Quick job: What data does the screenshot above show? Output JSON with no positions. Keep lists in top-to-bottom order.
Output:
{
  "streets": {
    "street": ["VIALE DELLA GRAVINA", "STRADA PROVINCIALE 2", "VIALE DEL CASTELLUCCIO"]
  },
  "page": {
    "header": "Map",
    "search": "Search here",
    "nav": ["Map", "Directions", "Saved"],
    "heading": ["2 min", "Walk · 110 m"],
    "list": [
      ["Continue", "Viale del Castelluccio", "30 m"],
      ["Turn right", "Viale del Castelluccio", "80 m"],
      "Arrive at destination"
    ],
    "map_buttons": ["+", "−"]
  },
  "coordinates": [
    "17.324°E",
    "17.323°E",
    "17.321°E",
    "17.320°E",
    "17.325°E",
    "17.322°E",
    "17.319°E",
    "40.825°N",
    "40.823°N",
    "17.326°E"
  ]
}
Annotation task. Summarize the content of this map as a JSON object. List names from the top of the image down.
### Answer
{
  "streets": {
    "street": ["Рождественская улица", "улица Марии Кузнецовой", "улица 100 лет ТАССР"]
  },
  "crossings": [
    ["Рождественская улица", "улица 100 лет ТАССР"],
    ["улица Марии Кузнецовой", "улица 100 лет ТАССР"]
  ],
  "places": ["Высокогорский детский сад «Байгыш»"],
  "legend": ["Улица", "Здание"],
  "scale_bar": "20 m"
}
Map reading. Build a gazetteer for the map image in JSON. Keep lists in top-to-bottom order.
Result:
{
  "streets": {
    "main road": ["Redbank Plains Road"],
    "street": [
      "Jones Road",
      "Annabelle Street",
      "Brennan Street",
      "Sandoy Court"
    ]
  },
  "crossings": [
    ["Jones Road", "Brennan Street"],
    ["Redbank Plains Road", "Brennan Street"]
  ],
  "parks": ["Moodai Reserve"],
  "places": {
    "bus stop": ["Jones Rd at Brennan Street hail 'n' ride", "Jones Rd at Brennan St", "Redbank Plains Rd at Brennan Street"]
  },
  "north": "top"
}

Prompt. Each entry should be reproduced in the output exactly.

Result of this exercise.
Quick job: What data does the screenshot above show? Output JSON with no positions. Keep lists in top-to-bottom order.
Output:
{
  "streets": {
    "street": ["VIALE DELLA GRAVINA", "STRADA PROVINCIALE 2", "VIALE DEL CASTELLUCCIO"]
  },
  "page": {
    "header": "Map",
    "search": "Search here",
    "nav": ["Map", "Directions", "Saved"],
    "heading": ["2 min", "Walk · 110 m"],
    "list": [
      ["Continue", "Viale del Castelluccio", "30 m"],
      ["Turn right", "Viale del Castelluccio", "80 m"],
      "Arrive at destination"
    ],
    "map_buttons": ["+", "−"]
  },
  "coordinates": [
    "17.324°E",
    "17.323°E",
    "17.321°E",
    "17.320°E",
    "17.325°E",
    "17.322°E",
    "17.319°E",
    "40.825°N",
    "40.823°N",
    "17.326°E"
  ]
}
Annotation task. Summarize the content of this map as a JSON object. List names from the top of the image down.
### Answer
{
  "streets": {
    "street": ["Рождественская улица", "улица Марии Кузнецовой", "улица 100 лет ТАССР"]
  },
  "crossings": [
    ["Рождественская улица", "улица 100 лет ТАССР"],
    ["улица Марии Кузнецовой", "улица 100 лет ТАССР"]
  ],
  "places": ["Высокогорский детский сад «Байгыш»"],
  "legend": ["Улица", "Здание"],
  "scale_bar": "20 m"
}
Map reading. Build a gazetteer for the map image in JSON. Keep lists in top-to-bottom order.
Result:
{
  "streets": {
    "main road": ["Redbank Plains Road"],
    "street": [
      "Jones Road",
      "Annabelle Street",
      "Brennan Street",
      "Sandoy Court"
    ]
  },
  "crossings": [
    ["Jones Road", "Brennan Street"],
    ["Redbank Plains Road", "Brennan Street"]
  ],
  "parks": ["Moodai Reserve"],
  "places": {
    "bus stop": ["Jones Rd at Brennan Street hail 'n' ride", "Jones Rd at Brennan St", "Redbank Plains Rd at Brennan Street"]
  },
  "north": "top"
}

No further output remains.